If the US does take measures to control the international transit waterway, it will constitute a brazen violation of Panama's sovereignty, territorial integrity and core interest, on a trumped up pretext.

As the Chinese Foreign Ministry said via a spokesperson, China has not participated in the management and operation of the canal, has never interfered in canal affairs, has always respected Panama's sovereignty over the canal, and recognizes the canal as a permanently neutral international waterway.

China's economic and trade cooperation with Panama does not affect the neutrality of the canal at all, and therefore does not constitute a violation of the Torrijos-Carter Treaties.

The new US administration to all appearances is seeking to assert US control over the waterway, citing the historical pacts to exculpate its imperialist behavior.

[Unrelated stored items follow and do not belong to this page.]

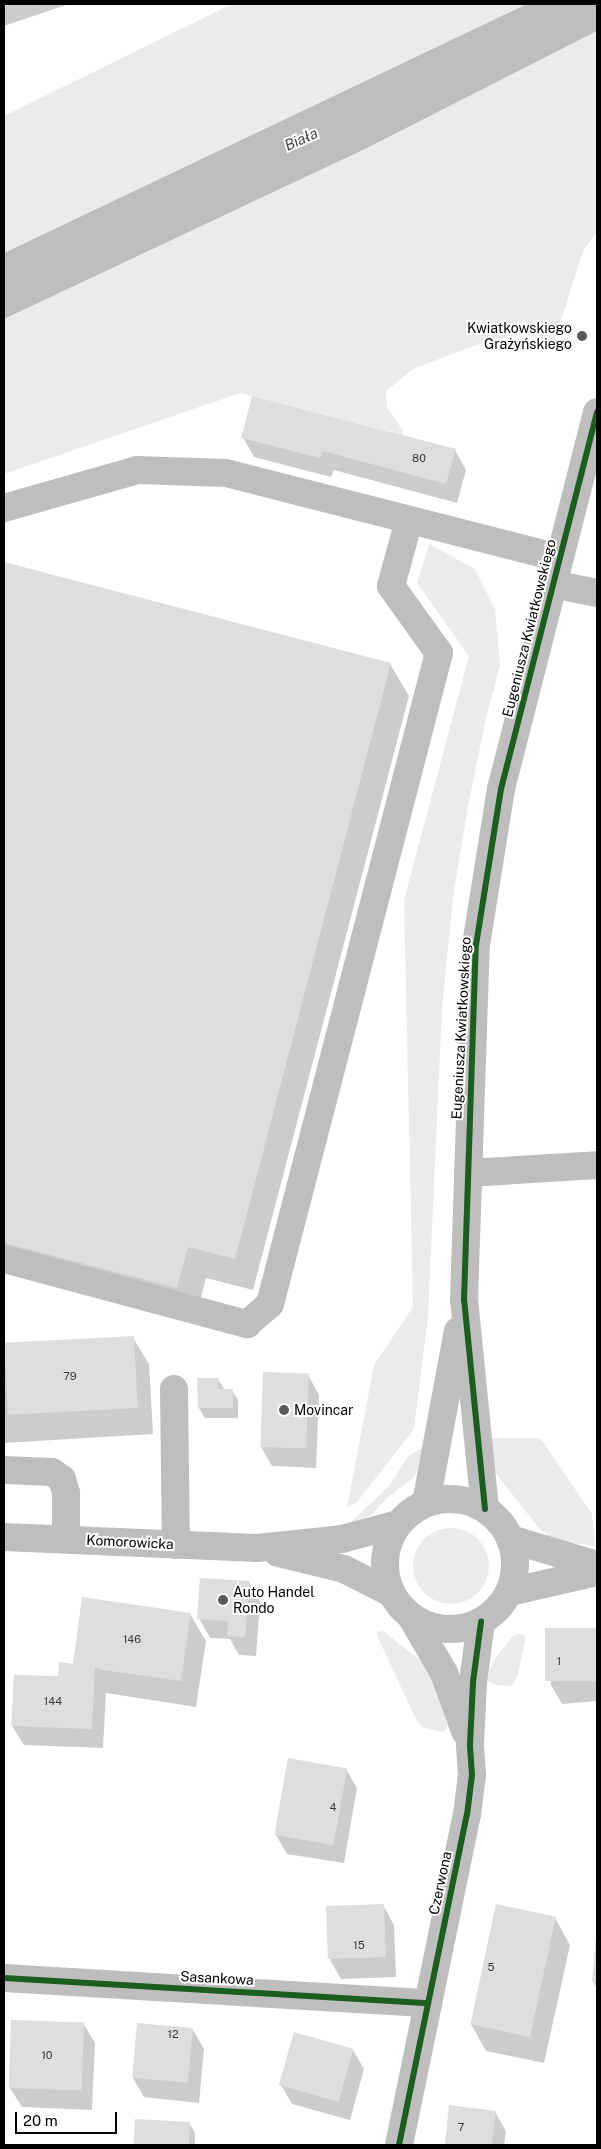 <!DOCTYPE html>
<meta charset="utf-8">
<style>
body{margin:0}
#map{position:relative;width:601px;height:2149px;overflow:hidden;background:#fff;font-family:"Public Sans",sans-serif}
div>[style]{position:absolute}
.green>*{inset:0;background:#ebebeb}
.round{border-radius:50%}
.water>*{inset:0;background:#bdbdbd}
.shadow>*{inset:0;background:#0003}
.building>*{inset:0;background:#dedede;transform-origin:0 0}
.minor>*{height:28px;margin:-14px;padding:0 14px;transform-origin:14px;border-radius:14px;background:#bebebe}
.minor>.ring{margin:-14px;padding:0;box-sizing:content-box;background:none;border:28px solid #bebebe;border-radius:50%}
.cycleway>*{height:6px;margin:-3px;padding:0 3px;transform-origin:3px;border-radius:3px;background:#1b5e20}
.dots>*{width:14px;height:14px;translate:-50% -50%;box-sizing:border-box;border:2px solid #fff;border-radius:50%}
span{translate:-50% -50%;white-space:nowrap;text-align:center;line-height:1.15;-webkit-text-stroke:4px #fff;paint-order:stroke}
.number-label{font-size:11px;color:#383838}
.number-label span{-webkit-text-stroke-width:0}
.poi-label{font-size:14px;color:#000}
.right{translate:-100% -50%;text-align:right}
.left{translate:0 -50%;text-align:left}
.street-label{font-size:14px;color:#000}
.water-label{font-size:15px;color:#424242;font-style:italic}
.frame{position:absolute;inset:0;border:5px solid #000;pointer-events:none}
.scale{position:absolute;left:15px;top:2112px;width:102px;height:22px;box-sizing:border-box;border:2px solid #000;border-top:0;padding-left:6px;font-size:15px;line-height:18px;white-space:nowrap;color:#000;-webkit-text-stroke:4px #fff;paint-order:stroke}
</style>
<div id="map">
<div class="green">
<i style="clip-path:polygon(232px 4px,527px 4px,4px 253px,4px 116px)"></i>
<i style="clip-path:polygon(597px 31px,597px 231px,583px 251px,554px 342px,521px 334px,473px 346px,413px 369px,386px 391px,387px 407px,403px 431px,403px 435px,240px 393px,4px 474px,4px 319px,365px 149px)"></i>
<i style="clip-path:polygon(429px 544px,475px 569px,495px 609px,500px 665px,486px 718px,468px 806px,453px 897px,442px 1009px,428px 1317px,414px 1429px,357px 1502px,347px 1508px,374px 1365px,413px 1307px,404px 900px,469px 656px,417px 583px)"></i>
<i style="clip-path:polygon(487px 1438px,539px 1438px,543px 1442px,592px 1514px,595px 1546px,553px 1540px,538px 1527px,491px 1467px)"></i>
<i style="clip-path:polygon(425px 1447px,421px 1463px,413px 1478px,388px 1497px,370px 1516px,350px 1523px,389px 1486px,409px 1455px)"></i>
<i class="round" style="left:413px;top:1528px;width:76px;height:76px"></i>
<i style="clip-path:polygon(383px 1631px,425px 1664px,431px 1673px,447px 1724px,446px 1730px,442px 1732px,422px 1727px,416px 1719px,378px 1638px,377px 1632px)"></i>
<i style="clip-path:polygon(520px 1634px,525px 1636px,525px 1641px,517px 1677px,512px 1686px,496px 1685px,487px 1681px,488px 1672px,497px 1656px,514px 1635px)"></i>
</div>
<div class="water">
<i style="clip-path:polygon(527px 4px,597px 4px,597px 31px,365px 149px,4px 319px,4px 253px)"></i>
</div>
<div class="shadow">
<i style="clip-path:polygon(4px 4px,69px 4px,4px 26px)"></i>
<i style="clip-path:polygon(243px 437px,455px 450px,466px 470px,457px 503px,334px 470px,331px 477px,254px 457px)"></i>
<i style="clip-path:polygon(4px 563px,390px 664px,409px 696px,253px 1290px,206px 1278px,195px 1320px,4px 1257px)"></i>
<i style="clip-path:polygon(133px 1338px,149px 1364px,153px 1434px,4px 1443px,4px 1346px)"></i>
<i style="clip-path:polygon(308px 1375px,319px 1395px,316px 1468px,272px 1466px,261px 1447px)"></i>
<i style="clip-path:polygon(198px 1379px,218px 1379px,224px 1389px,232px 1390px,238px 1400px,238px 1418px,205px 1418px,199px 1408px)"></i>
<i style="clip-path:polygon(249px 1582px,260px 1602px,256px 1656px,239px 1655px,230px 1639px,210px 1638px,199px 1618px)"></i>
<i style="clip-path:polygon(190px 1614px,206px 1641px,196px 1707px,106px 1693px,103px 1748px,24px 1745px,12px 1726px,15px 1677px,59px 1677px,76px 1665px)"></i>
<i style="clip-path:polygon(597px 1629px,597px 1701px,562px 1704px,551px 1685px,547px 1634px)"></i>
<i style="clip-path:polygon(346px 1769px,357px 1788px,344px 1863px,287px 1854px,276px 1835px)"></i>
<i style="clip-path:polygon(383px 1905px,394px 1925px,396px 1977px,341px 1979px,330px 1960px)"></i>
<i style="clip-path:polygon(555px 1918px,570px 1945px,544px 2063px,486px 2051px,471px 2024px)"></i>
<i style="clip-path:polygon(597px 1934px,597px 1989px,593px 1981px)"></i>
<i style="clip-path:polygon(83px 2023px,95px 2043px,92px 2110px,22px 2107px,10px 2088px)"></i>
<i style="clip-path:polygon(193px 2030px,204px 2049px,199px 2103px,144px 2097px,133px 2078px)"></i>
<i style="clip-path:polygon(353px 2050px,364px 2069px,350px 2120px,292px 2104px,281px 2085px)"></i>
<i style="clip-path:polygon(450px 2107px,495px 2112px,506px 2131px,504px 2145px,446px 2145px)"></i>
<i style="clip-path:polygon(136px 2121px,189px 2123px,195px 2133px,195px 2145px,135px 2145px)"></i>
</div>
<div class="building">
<i style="clip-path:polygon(252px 396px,456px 449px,446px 484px,323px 451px,320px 458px,241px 438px)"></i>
<i style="clip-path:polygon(4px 562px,391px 663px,235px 1259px,188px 1247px,177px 1288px,4px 1243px)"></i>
<i style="left:134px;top:1336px;width:72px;height:130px;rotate:87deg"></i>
<i style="left:263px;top:1372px;width:46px;height:75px;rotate:2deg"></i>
<i style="clip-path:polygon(197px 1378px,219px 1378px,218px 1389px,233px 1389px,233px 1408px,198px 1408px)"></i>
<i style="clip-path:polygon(200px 1578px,250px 1581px,245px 1637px,227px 1636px,228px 1621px,197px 1619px)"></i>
<i style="clip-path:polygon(82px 1597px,191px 1613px,181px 1681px,103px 1670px,95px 1667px,92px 1729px,11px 1726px,14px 1675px,58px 1676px,59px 1662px,73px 1664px)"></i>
<i style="left:597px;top:1628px;width:53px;height:52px;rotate:90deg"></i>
<i style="left:288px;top:1758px;width:60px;height:78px;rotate:10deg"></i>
<i style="left:384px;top:1904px;width:53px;height:58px;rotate:88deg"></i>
<i style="left:496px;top:1904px;width:61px;height:123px;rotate:12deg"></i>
<i style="clip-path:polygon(596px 1937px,597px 1937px,597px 1982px,592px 1982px)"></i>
<i style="left:11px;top:2020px;width:73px;height:68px;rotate:2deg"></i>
<i style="left:137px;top:2023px;width:56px;height:55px;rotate:5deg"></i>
<i style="left:294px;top:2032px;width:62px;height:55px;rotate:16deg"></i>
<i style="clip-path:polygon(449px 2105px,496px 2111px,492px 2145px,445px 2145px)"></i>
<i style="left:135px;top:2119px;width:55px;height:26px;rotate:3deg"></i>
</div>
<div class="minor">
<i style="left:4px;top:508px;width:138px;rotate:-15.9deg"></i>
<i style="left:137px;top:470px;width:89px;rotate:1.9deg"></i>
<i style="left:226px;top:473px;width:344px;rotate:14.3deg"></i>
<i style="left:552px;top:584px;width:46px;rotate:11.3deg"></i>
<i style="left:468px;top:1173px;width:129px;rotate:-3.5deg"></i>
<i style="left:4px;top:1259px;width:252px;rotate:15deg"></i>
<i style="left:247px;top:1324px;width:30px;rotate:-41deg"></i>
<i style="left:270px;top:1304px;width:673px;rotate:-75.45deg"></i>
<i style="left:439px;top:653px;width:82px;rotate:-125.6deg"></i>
<i style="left:391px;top:586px;width:68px;rotate:-74.7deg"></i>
<i style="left:174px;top:1389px;width:156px;rotate:89.3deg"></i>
<i style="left:4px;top:1470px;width:48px;rotate:2.4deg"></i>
<i style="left:52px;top:1472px;width:12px;rotate:35deg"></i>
<i style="left:62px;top:1479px;width:15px;rotate:74deg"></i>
<i style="left:66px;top:1493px;width:46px;rotate:90deg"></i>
<i class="ring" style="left:385px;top:1499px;width:102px;height:102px"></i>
<i style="left:426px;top:1503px;width:175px;rotate:-79.5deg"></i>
<i style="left:485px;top:1509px;width:210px;rotate:-95.7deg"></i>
<i style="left:464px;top:1300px;width:355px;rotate:-88.1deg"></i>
<i style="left:476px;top:945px;width:158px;rotate:-80.9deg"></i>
<i style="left:501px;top:789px;width:389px;rotate:-75.7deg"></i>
<i style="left:4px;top:1537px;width:253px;rotate:2.5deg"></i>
<i style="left:257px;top:1548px;width:85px;rotate:-6deg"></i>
<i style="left:342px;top:1539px;width:58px;rotate:-15deg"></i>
<i style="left:510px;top:1539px;width:91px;rotate:16.6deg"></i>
<i style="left:278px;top:1553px;width:68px;rotate:13.6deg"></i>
<i style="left:344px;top:1569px;width:53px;rotate:27.1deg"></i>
<i style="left:509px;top:1592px;width:90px;rotate:-12.8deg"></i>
<i style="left:412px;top:1618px;width:64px;rotate:59.8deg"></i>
<i style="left:444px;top:1673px;width:62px;rotate:70.1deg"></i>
<i style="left:4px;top:1978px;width:425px;rotate:3.4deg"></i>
<i style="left:399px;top:2145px;width:337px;rotate:-78.4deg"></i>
<i style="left:467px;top:1815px;width:40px;rotate:-82.9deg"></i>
<i style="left:472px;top:1775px;width:31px;rotate:-94deg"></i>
<i style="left:470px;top:1744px;width:62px;rotate:-87.2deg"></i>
<i style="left:473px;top:1682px;width:61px;rotate:-82.4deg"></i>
</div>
<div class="cycleway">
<i style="left:485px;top:1509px;width:210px;rotate:-95.7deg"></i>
<i style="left:464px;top:1300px;width:355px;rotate:-88.1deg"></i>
<i style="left:476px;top:945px;width:158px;rotate:-80.9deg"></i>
<i style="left:501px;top:789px;width:389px;rotate:-75.7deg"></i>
<i style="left:4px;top:1978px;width:425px;rotate:3.4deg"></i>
<i style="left:399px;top:2145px;width:337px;rotate:-78.4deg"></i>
<i style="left:467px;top:1815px;width:40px;rotate:-82.9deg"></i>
<i style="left:472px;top:1775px;width:31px;rotate:-94deg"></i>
<i style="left:470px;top:1744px;width:62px;rotate:-87.2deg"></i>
<i style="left:473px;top:1682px;width:61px;rotate:-82.4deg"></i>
</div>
<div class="dots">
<i style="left:582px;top:336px;background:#595959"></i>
<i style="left:284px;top:1410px;background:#595959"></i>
<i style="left:223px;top:1600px;background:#595959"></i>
</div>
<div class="number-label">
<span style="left:419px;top:458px">80</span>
<span style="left:70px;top:1376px">79</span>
<span style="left:132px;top:1639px">146</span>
<span style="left:559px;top:1661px">1</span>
<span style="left:53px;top:1701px">144</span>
<span style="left:333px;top:1807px">4</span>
<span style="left:359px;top:1945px">15</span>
<span style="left:491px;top:1967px">5</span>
<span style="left:173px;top:2034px">12</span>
<span style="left:47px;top:2055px">10</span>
<span style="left:461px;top:2127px">7</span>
</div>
<div class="poi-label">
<span class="right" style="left:572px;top:336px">Kwiatkowskiego<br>Grażyńskiego</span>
<span class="left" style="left:294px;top:1410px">Movincar</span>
<span class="left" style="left:233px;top:1600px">Auto Handel<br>Rondo</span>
</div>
<div class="street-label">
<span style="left:529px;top:628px;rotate:-76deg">Eugeniusza Kwiatkowskiego</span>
<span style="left:461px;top:1028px;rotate:-87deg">Eugeniusza Kwiatkowskiego</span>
<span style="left:130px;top:1542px;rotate:3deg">Komorowicka</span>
<span style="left:440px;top:1883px;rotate:-78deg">Czerwona</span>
<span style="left:217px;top:1978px;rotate:3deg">Sasankowa</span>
</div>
<div class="water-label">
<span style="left:301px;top:139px;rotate:-24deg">Biała</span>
</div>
<div class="frame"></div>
<div class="scale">20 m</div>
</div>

But Trump's remarks on the US taking control of the Panama Canal, even by military means if necessary, might also have been a brutum fulmen with the true purpose of pressuring Panama to distance itself from China. In which case, it seems to have had some success.

Considering that the new US administration is freezing the US' foreign assistance, its mounting pressure on Panama, as well as the other Central American countries that Rubio also visited later this week, including El Salvador, Costa Rica and Dominica, to force them to walk away from China serves to show that Washington would rather leave Latin America undeveloped than allowing any other major country to fill its vacancy.